SATU

15.9K 1.3K 89
                                        

“Here’s to the one that we got
Cheers to the wish you were here but you’re not
Cause the drinks bring back all the memories
Of everything we’ve been through....” 🎶

Lantunan lirik dari Maroon 5 itu jadi lagu pembuka show gue malam ini.
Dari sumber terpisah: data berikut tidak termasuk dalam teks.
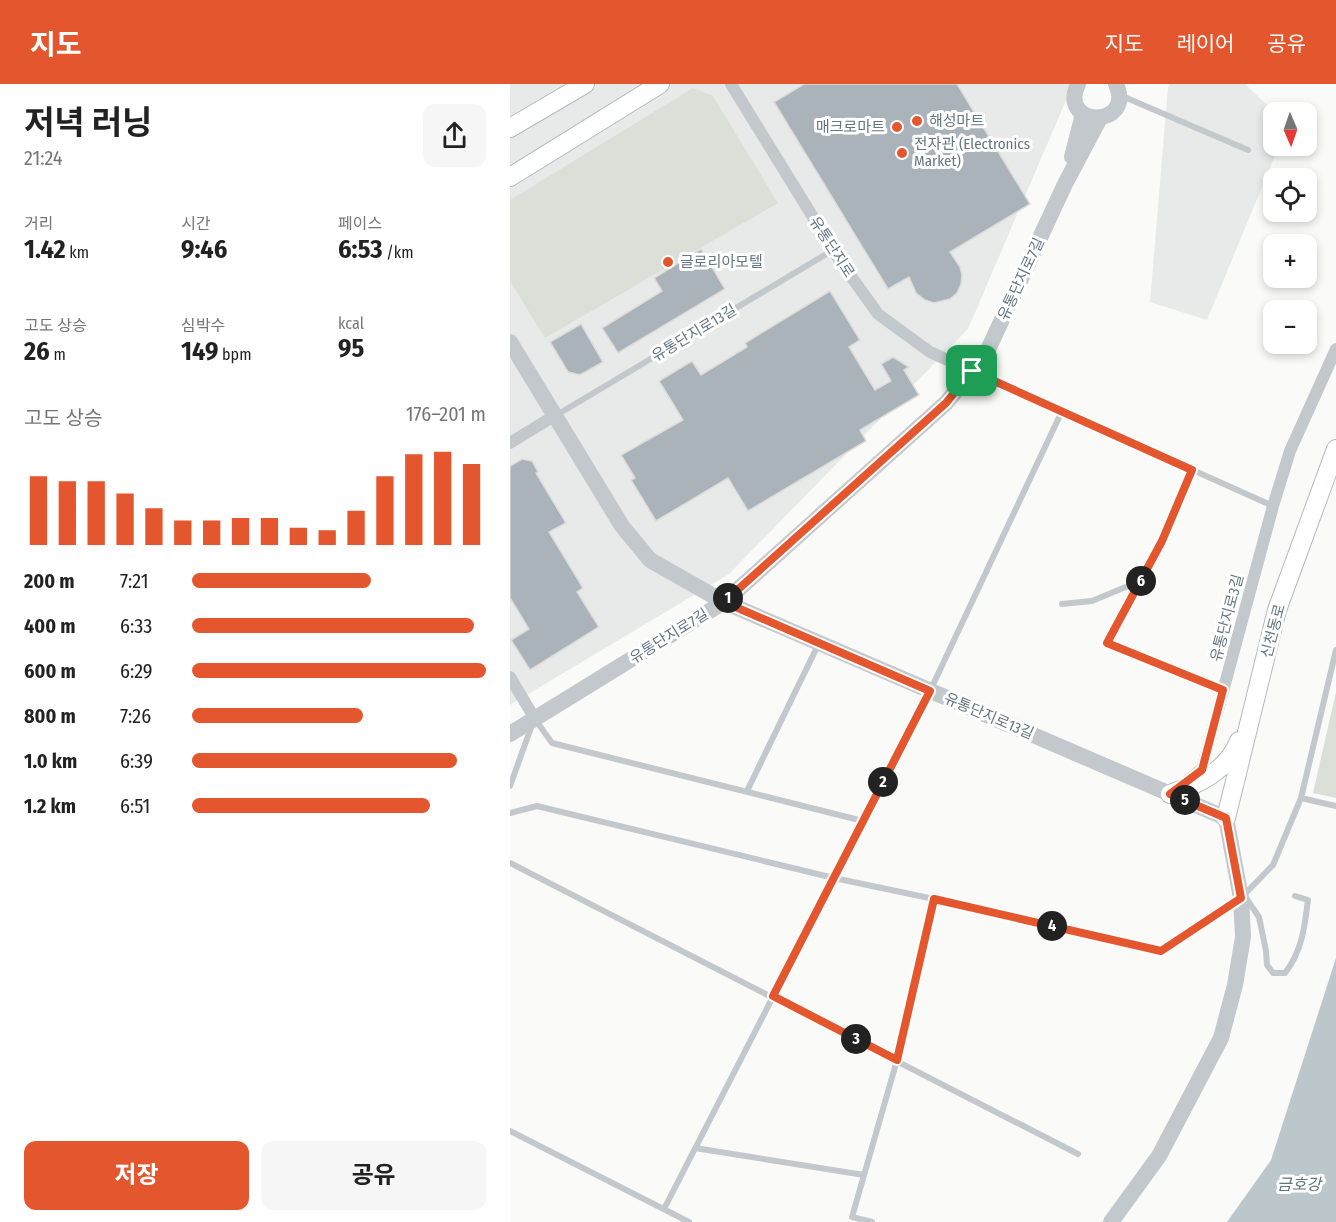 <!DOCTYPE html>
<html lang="ko">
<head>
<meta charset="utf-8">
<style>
  body { margin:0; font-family:"Fira Sans Condensed","Noto Sans KR",sans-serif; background:#f6f6f6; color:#222; height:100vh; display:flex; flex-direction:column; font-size:22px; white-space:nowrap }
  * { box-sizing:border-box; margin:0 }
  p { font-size:20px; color:#767676 }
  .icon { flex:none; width:33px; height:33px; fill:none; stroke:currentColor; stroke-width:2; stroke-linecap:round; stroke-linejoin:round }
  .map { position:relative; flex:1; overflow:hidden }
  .drawer { display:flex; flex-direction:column; background:#fff; width:510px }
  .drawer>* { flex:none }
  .needle { width:39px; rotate:178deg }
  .buttons { position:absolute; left:753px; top:18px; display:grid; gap:12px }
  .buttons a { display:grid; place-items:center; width:54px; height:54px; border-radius:12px; background:#fff; box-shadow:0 3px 9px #0003; font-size:30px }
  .pin { position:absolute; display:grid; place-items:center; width:51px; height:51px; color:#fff; margin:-26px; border-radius:12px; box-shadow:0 3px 9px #0006 }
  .km { position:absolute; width:30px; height:30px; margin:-15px; border-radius:50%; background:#222; color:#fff; font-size:16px; line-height:30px; text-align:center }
  .round { display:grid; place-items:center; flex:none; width:63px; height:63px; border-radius:12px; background:#f6f6f6 }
  .summary { display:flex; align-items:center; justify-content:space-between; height:102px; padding:0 24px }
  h1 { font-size:33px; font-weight:700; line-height:45px }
  .stats { display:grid; grid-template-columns:repeat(3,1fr); gap:9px; height:102px; padding:6px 24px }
  .stats div { display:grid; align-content:center }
  .stats b { font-size:26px; font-weight:700 }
  .stats small { font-size:16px; font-weight:400 }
  .stats p { font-size:16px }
  .chart { height:168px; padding:12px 24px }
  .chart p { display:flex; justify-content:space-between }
  .chart svg { width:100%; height:108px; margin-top:6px; stroke:#e4572e; stroke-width:6 }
  .button { display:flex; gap:12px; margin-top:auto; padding:12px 24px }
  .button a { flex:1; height:69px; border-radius:12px; background:#e4572e; color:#fff; font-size:24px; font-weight:700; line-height:69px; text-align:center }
  .button a+a { background:#f6f6f6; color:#222 }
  ul { padding:0 24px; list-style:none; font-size:20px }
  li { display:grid; grid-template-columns:96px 72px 1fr; align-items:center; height:45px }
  li i { height:15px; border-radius:8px; background:#e4572e }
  header { display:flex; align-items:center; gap:36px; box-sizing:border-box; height:84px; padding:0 30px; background:#e4572e; color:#fff }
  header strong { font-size:28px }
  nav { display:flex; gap:33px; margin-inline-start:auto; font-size:21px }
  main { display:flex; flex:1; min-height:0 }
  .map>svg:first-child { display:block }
</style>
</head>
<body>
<header>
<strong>지도</strong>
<nav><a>지도</a><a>레이어</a><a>공유</a></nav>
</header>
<main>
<section class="drawer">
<div class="summary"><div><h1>저녁 러닝</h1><p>21:24</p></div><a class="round"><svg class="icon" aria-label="share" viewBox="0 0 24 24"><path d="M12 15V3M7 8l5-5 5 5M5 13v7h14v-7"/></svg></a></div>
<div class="stats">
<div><p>거리</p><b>1.42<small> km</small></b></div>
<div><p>시간</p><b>9:46</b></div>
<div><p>페이스</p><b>6:53<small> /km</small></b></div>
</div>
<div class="stats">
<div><p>고도 상승</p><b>26<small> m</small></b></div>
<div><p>심박수</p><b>149<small> bpm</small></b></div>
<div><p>kcal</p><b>95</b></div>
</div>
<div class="chart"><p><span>고도 상승</span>176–201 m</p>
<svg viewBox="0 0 160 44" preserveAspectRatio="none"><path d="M5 44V16M15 44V18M25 44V18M35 44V23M45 44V29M55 44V34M65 44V34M75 44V33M85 44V33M95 44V37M105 44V38M115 44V30M125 44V16M135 44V7M145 44V6M155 44V11"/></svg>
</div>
<ul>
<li><b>200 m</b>7:21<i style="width:61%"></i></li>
<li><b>400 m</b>6:33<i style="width:96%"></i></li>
<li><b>600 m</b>6:29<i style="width:100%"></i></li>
<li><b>800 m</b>7:26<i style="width:58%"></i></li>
<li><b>1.0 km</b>6:39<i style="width:90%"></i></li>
<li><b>1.2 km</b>6:51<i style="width:81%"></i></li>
</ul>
<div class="button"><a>저장</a><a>공유</a></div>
</section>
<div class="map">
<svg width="826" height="1138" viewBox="0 0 826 1138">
  <rect width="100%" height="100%" fill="#fafaf8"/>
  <path fill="#e8e9e9" d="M0,0H563L458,245L219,490L0,621Z
    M660,0H735L760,24L776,28H764V62H769L697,236L640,218L658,3Z"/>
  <path fill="#dadfd7" d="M183,4L203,12L268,119L35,254L0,197V116Z
    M826,608V714L803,709Z"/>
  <path fill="#bbc7cb" d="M826,874V1138H717L761,1076Z"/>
  <path fill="#aab3b9" stroke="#dcdcda" stroke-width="1.5" d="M294,0H447L520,120L440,168L450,183L452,191L451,200L447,209L440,215L424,219L415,216L406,209L399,193L378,205L264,18Z
    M191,165L215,205L108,269L92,244L152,207L144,194Z
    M320,207L350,256L339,263L365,306L381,297L371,280L383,273L399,283L394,286L409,311L350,346L356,357L238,427L218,394L146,437L121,396L125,394L111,371L173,336L149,297L182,277L191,291L237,263L235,259Z
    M71,240L93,278L70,291L58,288L40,258Z
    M12,375L22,377L28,388L26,389L56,439L39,448L73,504L67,508L89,543L20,586L1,556L19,545L0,514V382Z"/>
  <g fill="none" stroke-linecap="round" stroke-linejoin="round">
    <defs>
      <path id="secondary" d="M0,44L75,0
        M0,93L150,0
        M660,710C689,700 717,687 729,657
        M716,734L767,526L826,365"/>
    </defs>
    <use href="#secondary" stroke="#b3babf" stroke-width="20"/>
    <path stroke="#c3c8cc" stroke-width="6" d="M612,12L738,66
      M462,287L763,422
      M45,332L323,166
      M682,386L652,457L598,559L713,606
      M552,520L582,517L630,497
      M25,635L42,659L353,737
      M0,702L22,641
      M237,707L309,559
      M791,714L826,566
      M0,729L27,722L324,794L424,815L651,867L731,814L763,781L791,714L826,722
      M0,779L568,1070
      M734,814H736L749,833L756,867L757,881L763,889H775C792,868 795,841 798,816L785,812
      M0,1047L179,1138
      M185,1064L354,1091
      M154,1125L420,607L552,327
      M362,1138L342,1133L387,976L424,815"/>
    <path stroke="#c3c8cc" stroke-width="12" d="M221,0L330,177L368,230L420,268L462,287
      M0,359L44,332
      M0,593L25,635
      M677,697L692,685L763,422L780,367L826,265"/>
    <path stroke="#c3c8cc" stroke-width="16" d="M568,0C547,44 626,45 606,0
      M562,73L573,30
      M0,258L112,442L140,476L214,518L716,734L731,814L733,853L725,901L711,954L649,1072L601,1138
      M0,650L214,518L436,319L476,270L555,100L590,34"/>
    <use href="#secondary" stroke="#fff" stroke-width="18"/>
  </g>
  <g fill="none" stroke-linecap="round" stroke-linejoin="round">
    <defs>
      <path id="route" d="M462,287L682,386L652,457L597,559L713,606L692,686L660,710L716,734L731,814L651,867L424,815L387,976L263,912L420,607L214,518L436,319Z"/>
    </defs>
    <use href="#route" stroke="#fff" stroke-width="12"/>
    <use href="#route" stroke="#e4572e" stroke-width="8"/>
  </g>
  <g fill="#e4572e" stroke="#fff" stroke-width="2">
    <circle cx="407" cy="37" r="6"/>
    <circle cx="387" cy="43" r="6"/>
    <circle cx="392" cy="69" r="6"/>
    <circle cx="158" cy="178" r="6"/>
  </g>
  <g text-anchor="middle" stroke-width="6" stroke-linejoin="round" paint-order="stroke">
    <g font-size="15" fill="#657683" stroke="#fff" text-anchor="start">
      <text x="419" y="42">해성마트</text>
      <text x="375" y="48" text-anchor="end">매크로마트</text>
      <text x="404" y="65">전자관 (Electronics<tspan x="404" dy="17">Market)</tspan></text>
      <text x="170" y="183">글로리아모텔</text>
    </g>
    <g font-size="15" fill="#657683" stroke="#fff">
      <text transform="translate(322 163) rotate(57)" y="5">유통단지로</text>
      <text transform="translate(511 195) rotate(-65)" y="5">유통단지로7길</text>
      <text transform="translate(184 249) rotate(-31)" y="5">유통단지로13길</text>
      <text transform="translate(717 534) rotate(-75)" y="5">유통단지로3길</text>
      <text transform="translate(763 547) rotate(-75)" y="5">신천동로</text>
      <text transform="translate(159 552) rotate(-32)" y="5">유통단지로7길</text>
      <text transform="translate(479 632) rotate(23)" y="5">유통단지로13길</text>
    </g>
    <g font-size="16" font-style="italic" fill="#60757c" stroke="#fff">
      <text x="789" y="1106">금호강</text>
    </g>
  </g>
</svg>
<div class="buttons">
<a><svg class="needle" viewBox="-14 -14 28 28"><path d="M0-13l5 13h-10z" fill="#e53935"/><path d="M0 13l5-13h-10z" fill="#767676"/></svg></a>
<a><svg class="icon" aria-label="locate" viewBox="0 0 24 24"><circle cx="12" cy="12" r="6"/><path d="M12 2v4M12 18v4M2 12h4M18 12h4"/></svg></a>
<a>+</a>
<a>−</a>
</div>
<div class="pin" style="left:462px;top:287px;background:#1e9e55"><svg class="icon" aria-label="arrive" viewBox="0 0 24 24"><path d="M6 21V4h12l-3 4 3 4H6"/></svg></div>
<b class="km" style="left:218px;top:514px">1</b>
<b class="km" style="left:373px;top:698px">2</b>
<b class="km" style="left:346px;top:955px">3</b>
<b class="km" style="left:542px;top:842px">4</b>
<b class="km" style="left:675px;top:716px">5</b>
<b class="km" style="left:631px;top:497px">6</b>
</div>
</main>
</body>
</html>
Gue melantunkan tiap lirik dan nada diiringi petikan gitar gue sendiri, sementara orang-orang di depan gue sibuk sama makanan mereka masing-masing.

Impian gue dulu, bisa tampil di depan orang. Bawain lagu gue sendiri, dari satu show gede ke show gede lainnya, sementara yang nonton fokus ke gue, teriak nama gue, lengkap sama led board bertuliskan nama gue, dan poster gede muka gue di mana-mana.

Kenyataannya, gue cuma penyanyi nggak bernama di salah satu kafe kecil, yang cuma nyanyi bawain lagu orang seminggu dua kali, buat menghibur pengunjung yang nggak  semuanya merhatiin penampilan gue. Kadang ada satu dua pengunjung cewek yang melihat ke sudut tempat gue tampil. Tapi gue nggak tahu mereka beneran menikmati lagu yang gue bawain, atau cuma menatap muka gue.

Gue menyelesaikan lagu itu dengan mulus. Terdengar samar suara tepuk tangan kecil, membuat gue menoleh ke sumber suara. Sosok perempuan dengan wajah bulat dan potongan rambut sebahu, tersenyum lebar ke arah gue sambil bertepuk tangan, kelihatan nggak peduli sama pandangan orang-orang di meja sekitarnya.

Gue balas tersenyum kecil, lalu mulai melantunkan lagu kedua. Kali ini gue fokus ke perempuan itu, karena cuma dia juga di ruangan ini yang mengapresiasi penampilan gue. Mulutnya ikut bergerak menyanyikan lagu yang gue bawain, tanpa suara, cuma gerakan bibir, sementara badannya bergoyang ke kanan dan ke kiri, mengikuti irama lagu.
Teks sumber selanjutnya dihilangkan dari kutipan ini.